Exercise objective: All of the data below should be written out exactly.

The data:
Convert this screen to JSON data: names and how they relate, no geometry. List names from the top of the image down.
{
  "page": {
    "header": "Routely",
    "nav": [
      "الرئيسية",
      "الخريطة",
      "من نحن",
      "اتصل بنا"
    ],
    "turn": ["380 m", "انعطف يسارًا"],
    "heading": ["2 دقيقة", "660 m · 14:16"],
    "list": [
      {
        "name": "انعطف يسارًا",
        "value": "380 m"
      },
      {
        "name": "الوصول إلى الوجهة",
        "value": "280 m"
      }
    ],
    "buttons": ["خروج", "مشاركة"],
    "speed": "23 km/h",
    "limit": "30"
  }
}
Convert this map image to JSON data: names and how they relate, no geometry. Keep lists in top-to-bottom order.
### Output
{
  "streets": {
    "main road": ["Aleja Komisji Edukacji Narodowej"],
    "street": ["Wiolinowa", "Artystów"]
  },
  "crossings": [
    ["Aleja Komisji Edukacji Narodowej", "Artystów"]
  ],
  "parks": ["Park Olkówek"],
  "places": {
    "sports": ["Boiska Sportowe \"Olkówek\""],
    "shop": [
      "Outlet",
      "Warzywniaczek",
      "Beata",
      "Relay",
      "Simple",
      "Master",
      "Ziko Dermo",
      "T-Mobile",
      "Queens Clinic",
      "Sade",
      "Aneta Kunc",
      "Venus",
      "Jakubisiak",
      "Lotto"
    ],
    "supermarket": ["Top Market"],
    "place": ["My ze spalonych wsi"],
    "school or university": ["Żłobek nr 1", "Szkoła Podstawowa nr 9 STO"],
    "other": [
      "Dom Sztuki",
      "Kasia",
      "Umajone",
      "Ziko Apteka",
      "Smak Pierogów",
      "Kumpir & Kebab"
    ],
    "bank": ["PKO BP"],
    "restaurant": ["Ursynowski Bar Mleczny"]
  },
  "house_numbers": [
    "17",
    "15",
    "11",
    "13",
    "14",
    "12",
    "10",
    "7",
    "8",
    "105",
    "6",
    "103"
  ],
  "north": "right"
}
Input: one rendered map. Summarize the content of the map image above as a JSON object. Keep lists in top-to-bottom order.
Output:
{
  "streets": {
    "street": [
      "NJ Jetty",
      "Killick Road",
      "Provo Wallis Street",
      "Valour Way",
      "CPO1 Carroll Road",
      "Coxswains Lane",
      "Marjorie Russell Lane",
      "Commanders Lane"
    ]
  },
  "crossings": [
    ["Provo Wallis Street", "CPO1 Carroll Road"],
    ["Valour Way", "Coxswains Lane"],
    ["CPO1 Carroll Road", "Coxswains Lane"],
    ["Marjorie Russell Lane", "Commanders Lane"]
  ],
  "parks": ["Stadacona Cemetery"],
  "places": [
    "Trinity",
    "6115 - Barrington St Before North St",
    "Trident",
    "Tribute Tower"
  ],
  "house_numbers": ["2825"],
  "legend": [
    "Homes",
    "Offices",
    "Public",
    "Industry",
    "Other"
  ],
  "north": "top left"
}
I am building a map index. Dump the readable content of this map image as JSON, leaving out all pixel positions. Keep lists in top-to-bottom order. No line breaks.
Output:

Output below:
Convert this screen to JSON data: names and how they relate, no geometry. List names from the top of the image down.
{
  "page": {
    "header": "Routely",
    "nav": [
      "الرئيسية",
      "الخريطة",
      "من نحن",
      "اتصل بنا"
    ],
    "turn": ["380 m", "انعطف يسارًا"],
    "heading": ["2 دقيقة", "660 m · 14:16"],
    "list": [
      {
        "name": "انعطف يسارًا",
        "value": "380 m"
      },
      {
        "name": "الوصول إلى الوجهة",
        "value": "280 m"
      }
    ],
    "buttons": ["خروج", "مشاركة"],
    "speed": "23 km/h",
    "limit": "30"
  }
}
Convert this map image to JSON data: names and how they relate, no geometry. Keep lists in top-to-bottom order.
### Output
{
  "streets": {
    "main road": ["Aleja Komisji Edukacji Narodowej"],
    "street": ["Wiolinowa", "Artystów"]
  },
  "crossings": [
    ["Aleja Komisji Edukacji Narodowej", "Artystów"]
  ],
  "parks": ["Park Olkówek"],
  "places": {
    "sports": ["Boiska Sportowe \"Olkówek\""],
    "shop": [
      "Outlet",
      "Warzywniaczek",
      "Beata",
      "Relay",
      "Simple",
      "Master",
      "Ziko Dermo",
      "T-Mobile",
      "Queens Clinic",
      "Sade",
      "Aneta Kunc",
      "Venus",
      "Jakubisiak",
      "Lotto"
    ],
    "supermarket": ["Top Market"],
    "place": ["My ze spalonych wsi"],
    "school or university": ["Żłobek nr 1", "Szkoła Podstawowa nr 9 STO"],
    "other": [
      "Dom Sztuki",
      "Kasia",
      "Umajone",
      "Ziko Apteka",
      "Smak Pierogów",
      "Kumpir & Kebab"
    ],
    "bank": ["PKO BP"],
    "restaurant": ["Ursynowski Bar Mleczny"]
  },
  "house_numbers": [
    "17",
    "15",
    "11",
    "13",
    "14",
    "12",
    "10",
    "7",
    "8",
    "105",
    "6",
    "103"
  ],
  "north": "right"
}
Input: one rendered map. Summarize the content of the map image above as a JSON object. Keep lists in top-to-bottom order.
Output:
{
  "streets": {
    "street": [
      "NJ Jetty",
      "Killick Road",
      "Provo Wallis Street",
      "Valour Way",
      "CPO1 Carroll Road",
      "Coxswains Lane",
      "Marjorie Russell Lane",
      "Commanders Lane"
    ]
  },
  "crossings": [
    ["Provo Wallis Street", "CPO1 Carroll Road"],
    ["Valour Way", "Coxswains Lane"],
    ["CPO1 Carroll Road", "Coxswains Lane"],
    ["Marjorie Russell Lane", "Commanders Lane"]
  ],
  "parks": ["Stadacona Cemetery"],
  "places": [
    "Trinity",
    "6115 - Barrington St Before North St",
    "Trident",
    "Tribute Tower"
  ],
  "house_numbers": ["2825"],
  "legend": [
    "Homes",
    "Offices",
    "Public",
    "Industry",
    "Other"
  ],
  "north": "top left"
}
I am building a map index. Dump the readable content of this map image as JSON, leaving out all pixel positions. Keep lists in top-to-bottom order. No line breaks.
Output:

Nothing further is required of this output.